## ACTIVITY
Go through the material that comes after this and count the lines containing "column"; report only the count.

## DATA FOR THE TASK
"""

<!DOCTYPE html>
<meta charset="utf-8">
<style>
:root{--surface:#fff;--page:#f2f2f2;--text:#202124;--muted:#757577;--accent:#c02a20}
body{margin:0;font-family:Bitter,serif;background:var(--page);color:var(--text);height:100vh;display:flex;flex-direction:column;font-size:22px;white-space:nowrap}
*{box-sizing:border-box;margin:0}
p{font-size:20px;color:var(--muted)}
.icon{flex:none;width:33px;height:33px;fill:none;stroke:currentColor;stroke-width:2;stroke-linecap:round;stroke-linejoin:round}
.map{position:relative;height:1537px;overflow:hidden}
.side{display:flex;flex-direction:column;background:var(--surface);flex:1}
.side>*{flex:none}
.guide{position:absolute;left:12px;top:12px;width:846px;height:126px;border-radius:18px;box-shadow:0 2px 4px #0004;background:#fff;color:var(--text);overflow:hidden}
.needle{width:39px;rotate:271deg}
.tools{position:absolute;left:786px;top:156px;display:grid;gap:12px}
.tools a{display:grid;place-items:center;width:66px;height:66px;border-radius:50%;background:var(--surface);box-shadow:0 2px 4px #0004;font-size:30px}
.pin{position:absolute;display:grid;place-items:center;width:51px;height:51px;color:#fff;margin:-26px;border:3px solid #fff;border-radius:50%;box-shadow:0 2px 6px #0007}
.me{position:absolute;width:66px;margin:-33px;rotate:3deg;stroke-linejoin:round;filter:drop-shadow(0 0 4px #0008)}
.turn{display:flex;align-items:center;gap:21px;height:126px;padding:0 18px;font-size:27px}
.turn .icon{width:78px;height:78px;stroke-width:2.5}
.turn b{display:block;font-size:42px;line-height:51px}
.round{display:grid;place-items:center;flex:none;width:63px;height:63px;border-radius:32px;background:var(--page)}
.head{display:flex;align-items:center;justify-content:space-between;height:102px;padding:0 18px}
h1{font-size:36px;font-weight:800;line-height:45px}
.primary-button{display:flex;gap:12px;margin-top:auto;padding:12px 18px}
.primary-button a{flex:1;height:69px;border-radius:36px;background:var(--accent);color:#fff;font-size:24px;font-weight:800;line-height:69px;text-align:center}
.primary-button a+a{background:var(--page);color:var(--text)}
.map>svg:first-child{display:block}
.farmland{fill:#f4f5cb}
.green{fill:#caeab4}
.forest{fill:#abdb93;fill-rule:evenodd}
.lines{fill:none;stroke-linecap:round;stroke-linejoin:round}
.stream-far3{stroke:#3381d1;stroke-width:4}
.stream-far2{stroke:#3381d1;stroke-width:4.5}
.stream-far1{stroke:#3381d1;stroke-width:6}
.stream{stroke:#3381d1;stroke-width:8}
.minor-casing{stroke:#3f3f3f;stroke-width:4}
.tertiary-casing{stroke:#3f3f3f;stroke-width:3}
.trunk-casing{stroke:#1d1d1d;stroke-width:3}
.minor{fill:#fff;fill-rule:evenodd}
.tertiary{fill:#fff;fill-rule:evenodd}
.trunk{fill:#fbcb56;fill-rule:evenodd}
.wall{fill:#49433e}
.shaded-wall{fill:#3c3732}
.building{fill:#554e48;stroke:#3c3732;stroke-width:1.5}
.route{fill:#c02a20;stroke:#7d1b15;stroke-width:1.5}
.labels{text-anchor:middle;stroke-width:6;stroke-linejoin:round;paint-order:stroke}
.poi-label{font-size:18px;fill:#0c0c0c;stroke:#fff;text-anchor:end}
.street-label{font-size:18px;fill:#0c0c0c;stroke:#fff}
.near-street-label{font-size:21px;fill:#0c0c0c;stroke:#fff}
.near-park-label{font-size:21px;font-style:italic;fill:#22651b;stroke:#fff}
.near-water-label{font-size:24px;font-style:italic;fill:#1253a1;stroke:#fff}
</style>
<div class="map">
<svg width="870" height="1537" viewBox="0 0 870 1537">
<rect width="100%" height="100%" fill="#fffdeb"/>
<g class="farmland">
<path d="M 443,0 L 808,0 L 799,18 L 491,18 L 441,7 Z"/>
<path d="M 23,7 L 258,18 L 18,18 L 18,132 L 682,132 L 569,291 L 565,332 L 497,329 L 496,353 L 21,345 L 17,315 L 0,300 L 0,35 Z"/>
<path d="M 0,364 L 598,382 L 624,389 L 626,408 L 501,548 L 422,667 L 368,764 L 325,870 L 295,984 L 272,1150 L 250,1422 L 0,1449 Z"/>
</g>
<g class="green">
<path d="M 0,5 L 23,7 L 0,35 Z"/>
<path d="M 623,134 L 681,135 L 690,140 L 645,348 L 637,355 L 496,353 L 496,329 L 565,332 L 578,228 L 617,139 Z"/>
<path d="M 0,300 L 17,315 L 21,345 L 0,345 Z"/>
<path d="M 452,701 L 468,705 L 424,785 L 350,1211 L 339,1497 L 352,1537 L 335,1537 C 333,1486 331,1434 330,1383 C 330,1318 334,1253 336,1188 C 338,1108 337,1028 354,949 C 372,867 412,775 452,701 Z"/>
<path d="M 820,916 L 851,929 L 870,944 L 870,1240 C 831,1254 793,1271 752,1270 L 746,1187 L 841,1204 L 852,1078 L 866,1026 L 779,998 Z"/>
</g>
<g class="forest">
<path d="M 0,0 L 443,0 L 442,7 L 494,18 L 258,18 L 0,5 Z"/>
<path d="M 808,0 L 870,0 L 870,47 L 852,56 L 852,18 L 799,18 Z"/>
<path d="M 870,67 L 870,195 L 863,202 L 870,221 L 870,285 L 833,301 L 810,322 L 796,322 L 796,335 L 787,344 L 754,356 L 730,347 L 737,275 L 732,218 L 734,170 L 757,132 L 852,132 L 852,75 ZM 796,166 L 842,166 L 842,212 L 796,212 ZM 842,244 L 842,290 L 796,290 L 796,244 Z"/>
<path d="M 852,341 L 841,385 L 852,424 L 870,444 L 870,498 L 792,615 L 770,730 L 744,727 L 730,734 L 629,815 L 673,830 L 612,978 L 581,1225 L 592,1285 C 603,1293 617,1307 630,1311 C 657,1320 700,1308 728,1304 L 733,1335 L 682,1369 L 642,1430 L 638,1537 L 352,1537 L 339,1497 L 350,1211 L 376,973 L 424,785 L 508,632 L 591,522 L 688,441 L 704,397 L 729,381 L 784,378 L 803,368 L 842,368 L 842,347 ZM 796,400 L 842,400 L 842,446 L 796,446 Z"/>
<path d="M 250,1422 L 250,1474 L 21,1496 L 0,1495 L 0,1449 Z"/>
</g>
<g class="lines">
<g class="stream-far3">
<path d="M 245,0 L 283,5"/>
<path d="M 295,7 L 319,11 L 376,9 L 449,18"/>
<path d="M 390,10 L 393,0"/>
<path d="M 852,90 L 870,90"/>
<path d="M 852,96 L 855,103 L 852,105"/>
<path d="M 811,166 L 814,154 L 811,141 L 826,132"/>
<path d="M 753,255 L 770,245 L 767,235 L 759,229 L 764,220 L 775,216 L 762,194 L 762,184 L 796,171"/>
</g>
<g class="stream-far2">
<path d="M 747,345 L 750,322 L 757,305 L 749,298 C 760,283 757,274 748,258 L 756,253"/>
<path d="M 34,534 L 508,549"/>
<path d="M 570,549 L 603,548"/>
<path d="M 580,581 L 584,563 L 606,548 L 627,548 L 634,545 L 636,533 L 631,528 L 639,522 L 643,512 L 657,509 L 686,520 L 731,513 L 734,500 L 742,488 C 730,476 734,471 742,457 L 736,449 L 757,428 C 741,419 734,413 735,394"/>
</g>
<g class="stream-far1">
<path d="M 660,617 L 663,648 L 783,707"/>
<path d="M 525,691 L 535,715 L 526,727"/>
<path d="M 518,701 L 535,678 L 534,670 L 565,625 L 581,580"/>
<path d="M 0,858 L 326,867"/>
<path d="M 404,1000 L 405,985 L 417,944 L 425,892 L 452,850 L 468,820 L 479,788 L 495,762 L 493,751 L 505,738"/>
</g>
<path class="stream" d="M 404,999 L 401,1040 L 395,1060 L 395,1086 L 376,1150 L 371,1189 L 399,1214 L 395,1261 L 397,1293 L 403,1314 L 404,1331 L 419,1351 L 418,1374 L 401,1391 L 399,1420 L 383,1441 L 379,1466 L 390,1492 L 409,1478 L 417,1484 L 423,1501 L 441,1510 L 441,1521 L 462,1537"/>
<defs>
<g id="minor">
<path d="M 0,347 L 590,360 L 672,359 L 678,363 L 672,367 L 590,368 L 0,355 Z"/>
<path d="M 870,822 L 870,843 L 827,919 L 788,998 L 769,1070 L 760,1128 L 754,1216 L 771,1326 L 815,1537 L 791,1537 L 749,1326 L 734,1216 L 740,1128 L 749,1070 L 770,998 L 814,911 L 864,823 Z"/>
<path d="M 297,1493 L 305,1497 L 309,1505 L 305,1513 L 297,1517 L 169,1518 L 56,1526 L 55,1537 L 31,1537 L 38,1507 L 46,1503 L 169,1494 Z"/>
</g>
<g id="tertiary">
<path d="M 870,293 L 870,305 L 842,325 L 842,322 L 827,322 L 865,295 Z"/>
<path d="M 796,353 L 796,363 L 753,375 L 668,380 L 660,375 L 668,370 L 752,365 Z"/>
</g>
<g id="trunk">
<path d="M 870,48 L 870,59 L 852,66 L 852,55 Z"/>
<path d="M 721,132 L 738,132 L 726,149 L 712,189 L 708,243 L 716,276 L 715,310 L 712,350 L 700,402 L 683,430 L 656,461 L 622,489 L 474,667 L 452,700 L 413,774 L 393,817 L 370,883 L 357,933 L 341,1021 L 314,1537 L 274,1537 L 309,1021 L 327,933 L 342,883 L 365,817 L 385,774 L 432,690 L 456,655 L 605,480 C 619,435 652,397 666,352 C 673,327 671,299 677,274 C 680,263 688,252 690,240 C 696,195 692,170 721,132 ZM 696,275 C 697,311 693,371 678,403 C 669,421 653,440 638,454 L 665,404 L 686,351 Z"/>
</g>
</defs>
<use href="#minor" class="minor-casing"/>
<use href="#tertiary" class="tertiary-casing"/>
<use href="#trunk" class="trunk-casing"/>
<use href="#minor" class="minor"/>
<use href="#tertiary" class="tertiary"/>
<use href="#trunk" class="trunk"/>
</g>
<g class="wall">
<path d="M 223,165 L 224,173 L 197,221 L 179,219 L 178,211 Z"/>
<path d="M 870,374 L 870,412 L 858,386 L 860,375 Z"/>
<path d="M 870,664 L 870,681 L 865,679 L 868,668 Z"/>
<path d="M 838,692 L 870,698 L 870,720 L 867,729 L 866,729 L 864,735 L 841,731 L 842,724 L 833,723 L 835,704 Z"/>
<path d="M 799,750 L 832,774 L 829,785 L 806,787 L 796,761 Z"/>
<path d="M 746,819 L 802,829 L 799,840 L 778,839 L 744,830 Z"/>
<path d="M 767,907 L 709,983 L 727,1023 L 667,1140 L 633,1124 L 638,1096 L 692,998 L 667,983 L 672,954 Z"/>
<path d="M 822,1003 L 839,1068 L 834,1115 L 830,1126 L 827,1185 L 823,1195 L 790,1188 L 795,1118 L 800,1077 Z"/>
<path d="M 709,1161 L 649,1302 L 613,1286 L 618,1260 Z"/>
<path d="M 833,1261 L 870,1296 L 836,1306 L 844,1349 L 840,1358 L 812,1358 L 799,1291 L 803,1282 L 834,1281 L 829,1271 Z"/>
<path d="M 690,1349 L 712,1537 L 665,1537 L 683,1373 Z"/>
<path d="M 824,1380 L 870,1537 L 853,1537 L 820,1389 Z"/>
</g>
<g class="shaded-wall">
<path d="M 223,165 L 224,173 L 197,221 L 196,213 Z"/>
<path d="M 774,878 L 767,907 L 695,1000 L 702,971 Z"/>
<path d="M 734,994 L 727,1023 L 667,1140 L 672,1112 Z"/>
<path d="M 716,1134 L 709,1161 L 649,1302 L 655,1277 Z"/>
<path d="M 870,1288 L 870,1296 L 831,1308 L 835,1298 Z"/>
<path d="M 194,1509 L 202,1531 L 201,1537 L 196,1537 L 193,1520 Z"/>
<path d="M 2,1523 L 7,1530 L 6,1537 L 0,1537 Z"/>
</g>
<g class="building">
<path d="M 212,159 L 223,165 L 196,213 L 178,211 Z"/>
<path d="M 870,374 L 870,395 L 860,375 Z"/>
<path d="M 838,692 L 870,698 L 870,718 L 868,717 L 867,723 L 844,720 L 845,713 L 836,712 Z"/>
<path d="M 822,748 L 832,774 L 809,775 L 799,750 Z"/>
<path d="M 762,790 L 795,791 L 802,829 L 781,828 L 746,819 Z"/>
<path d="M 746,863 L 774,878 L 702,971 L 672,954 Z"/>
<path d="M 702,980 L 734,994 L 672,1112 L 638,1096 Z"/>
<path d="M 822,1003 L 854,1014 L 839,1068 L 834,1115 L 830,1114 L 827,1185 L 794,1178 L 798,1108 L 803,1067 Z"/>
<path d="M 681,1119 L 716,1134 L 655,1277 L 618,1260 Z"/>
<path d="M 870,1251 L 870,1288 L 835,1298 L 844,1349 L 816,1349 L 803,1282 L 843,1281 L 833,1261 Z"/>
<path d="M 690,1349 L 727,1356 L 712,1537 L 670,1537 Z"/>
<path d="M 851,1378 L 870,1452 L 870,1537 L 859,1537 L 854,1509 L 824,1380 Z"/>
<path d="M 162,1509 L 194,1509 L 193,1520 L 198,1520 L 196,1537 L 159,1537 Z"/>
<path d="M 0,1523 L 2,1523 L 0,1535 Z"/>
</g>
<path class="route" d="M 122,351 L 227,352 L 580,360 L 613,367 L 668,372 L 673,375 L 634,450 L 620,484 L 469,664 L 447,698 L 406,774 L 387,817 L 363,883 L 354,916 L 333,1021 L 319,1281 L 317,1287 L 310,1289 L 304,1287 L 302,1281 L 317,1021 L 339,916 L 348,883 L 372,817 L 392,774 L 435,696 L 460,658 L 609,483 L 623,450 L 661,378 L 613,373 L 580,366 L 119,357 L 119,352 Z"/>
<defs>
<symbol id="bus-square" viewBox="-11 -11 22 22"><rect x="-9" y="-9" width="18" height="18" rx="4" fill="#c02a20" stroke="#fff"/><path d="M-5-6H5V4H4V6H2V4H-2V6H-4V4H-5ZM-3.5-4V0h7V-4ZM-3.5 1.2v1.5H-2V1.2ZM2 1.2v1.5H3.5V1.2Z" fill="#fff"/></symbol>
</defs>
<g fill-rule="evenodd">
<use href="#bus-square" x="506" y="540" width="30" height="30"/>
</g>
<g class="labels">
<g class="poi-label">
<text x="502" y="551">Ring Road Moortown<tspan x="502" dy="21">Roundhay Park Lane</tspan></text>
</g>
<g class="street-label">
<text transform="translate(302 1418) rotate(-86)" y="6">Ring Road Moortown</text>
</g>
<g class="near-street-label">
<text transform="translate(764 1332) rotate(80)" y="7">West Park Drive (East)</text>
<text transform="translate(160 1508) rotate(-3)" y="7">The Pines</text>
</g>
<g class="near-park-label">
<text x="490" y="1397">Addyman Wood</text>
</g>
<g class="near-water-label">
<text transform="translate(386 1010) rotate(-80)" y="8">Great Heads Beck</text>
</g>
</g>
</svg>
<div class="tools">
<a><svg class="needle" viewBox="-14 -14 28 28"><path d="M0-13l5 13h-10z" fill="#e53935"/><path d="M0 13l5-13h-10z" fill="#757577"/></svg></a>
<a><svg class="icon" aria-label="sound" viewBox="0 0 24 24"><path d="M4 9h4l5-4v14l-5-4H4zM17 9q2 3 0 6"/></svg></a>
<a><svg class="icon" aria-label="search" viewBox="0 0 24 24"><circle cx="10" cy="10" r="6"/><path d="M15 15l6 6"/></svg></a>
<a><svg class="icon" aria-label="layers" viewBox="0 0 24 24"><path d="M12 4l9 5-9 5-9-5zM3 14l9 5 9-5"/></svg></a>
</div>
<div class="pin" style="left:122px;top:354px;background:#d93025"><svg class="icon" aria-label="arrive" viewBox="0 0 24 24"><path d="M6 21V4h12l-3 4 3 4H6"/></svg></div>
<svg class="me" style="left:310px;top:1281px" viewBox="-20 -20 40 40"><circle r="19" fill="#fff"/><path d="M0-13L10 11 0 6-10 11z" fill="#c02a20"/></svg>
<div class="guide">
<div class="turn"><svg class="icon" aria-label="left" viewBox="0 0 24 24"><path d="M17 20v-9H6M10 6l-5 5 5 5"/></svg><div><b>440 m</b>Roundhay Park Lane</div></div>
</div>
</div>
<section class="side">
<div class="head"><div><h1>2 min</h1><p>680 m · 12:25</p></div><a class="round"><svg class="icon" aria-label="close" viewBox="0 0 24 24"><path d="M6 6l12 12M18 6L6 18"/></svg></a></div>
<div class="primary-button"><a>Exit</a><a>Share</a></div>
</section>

"""

## ANSWER AREA
2